Philip Levine was the most interesting.  He and I were both just standing there the whole time.  He had already applied the diamonds to his head, and was just there to talk to passersby.  I stood perhaps thirty feet away, at about a 30-degree angle to his left.  As he discussed his work with people who stopped by, he often pointed me out and sent them over to talk to me.  I did the same thing with people who stopped by me first.  It was a very symbiotic relationship.  The people in the mall very very excited and interested to see a Stormtrooper, and excitedly talked with me and took pictures with me.


As the day went on, the mall’s visitors changed somewhat demographically.  In the morning, they were mostly adults and younger kids.  As the day wore on, there were more and more teenagers, who reacted to me somewhat differently.  Sometimes they were just excited to see me, but other times they felt a classic teen need to deal with me in some sort of ironic or jaded way, making handsigns behind my back and so on.


The second show created a bit of a stage, roping off the center performance area, and people gathered together to watch in a crowd, as they had not done for Levine.  I simply stood along with the rest of the crowd.

The Hours stood in the central area, but it was not roped off.  They gathered somewhat of a crowd as well, but since it was a longer performance, and it was less clear what they were doing from the point of view of a casual observer, people usually only stayed for a short time.  I moved around more during this performance, watching them from different angles and distances.  At one point, one of the Hours’ off-duty members asked me to watch from a little farther off, as people had started wondering if I was part of their performance.  I had expected that this might happen at some performances, and was happy to move back a bit.  I felt like I had somewhat of a symbiotic relationship with them, but less than Levine’s, since they generally were also a somewhat theatrical, non-interactive performance, and the mall was pretty packed at that point.
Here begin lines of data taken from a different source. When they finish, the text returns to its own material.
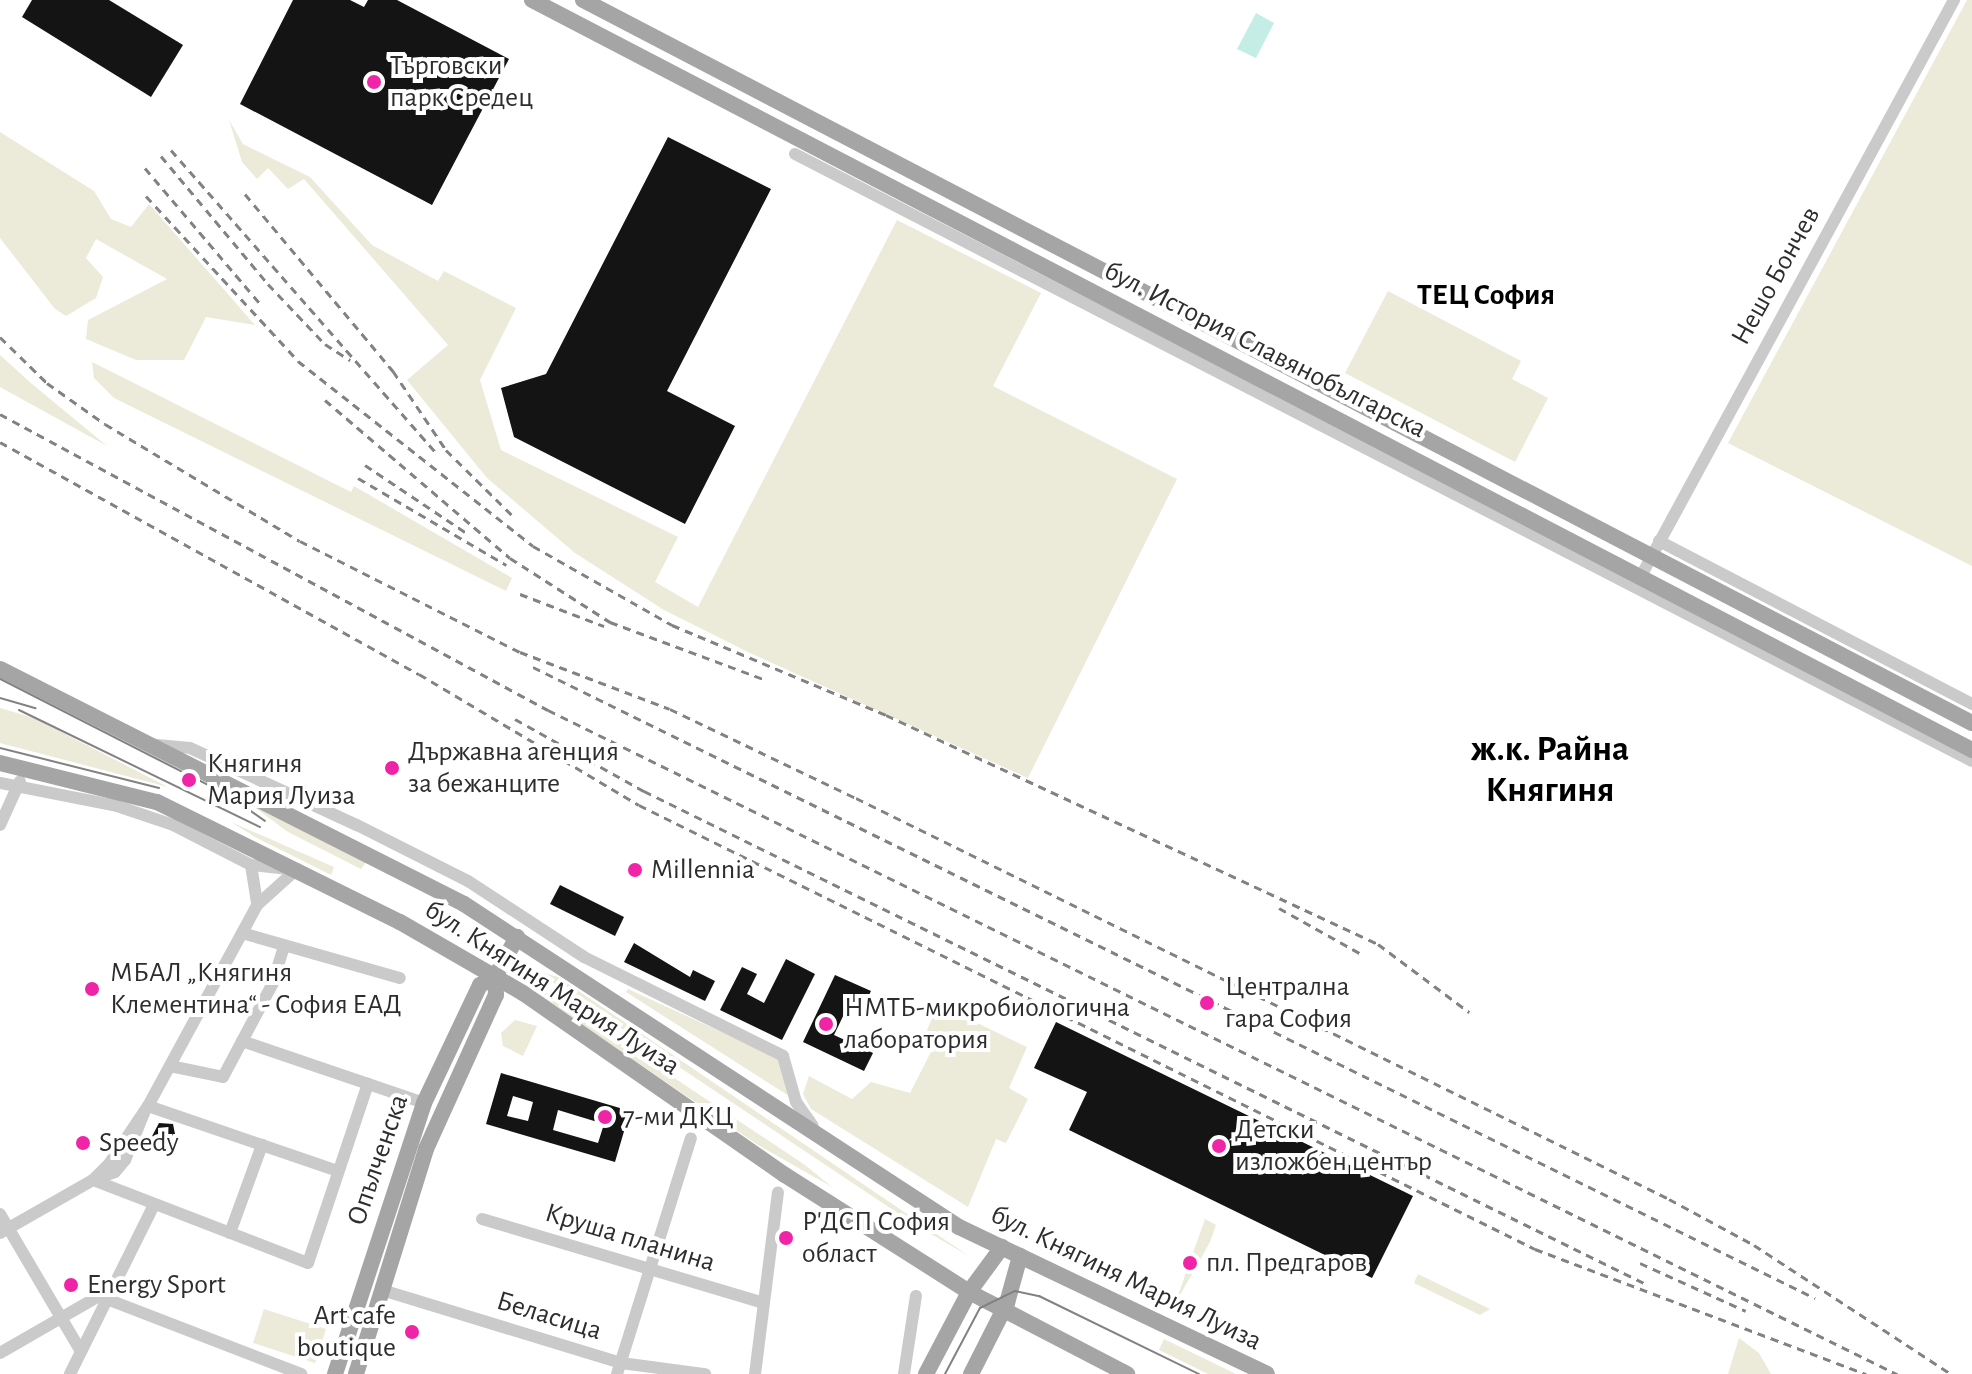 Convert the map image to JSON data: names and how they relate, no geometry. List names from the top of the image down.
{
  "streets": {
    "main road": ["бул. История Славянобългарска", "бул. Княгиня Мария Луиза", "Опълченска"],
    "street": ["Нешо Бончев", "Круша планина", "Беласица"]
  },
  "crossings": [
    ["Нешо Бончев", "бул. История Славянобългарска"],
    ["бул. Княгиня Мария Луиза", "Опълченска"],
    ["Опълченска", "Беласица"]
  ],
  "districts": ["ТЕЦ София", "ж.к. Райна Княгиня"],
  "places": [
    "Търговски парк Средец",
    "Държавна агенция за бежанците",
    "Княгиня Мария Луиза",
    "Millennia",
    "МБАЛ „Княгиня Клементина“ - София ЕАД",
    "Централна гара София",
    "НМТБ-микробиологична лаборатория",
    "7-ми ДКЦ",
    "Speedy",
    "Детски изложбен център",
    "Р'ДСП София област",
    "пл. Предгаров",
    "Energy Sport",
    "Art cafe boutique"
  ]
}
Overall, it was an interesting day, in terms of my relationship with the artists, and also with the rest of the audience.  Since it was a commercial space, most mall visitors seemed to think I was just another independent event, possibly commercial or pop cultural in nature, and not necessarily related to the performance art world.  It was nice to see the entirety of each performance, which certainly no one else did. Interestingly, the only other people who saw nearly as much as I did were the festival staff, who were there to help the artists and intervene with the shoppers when necessary.  Since we shared the same long-term view of each performance, we often ended up chatting about the show throughout the day.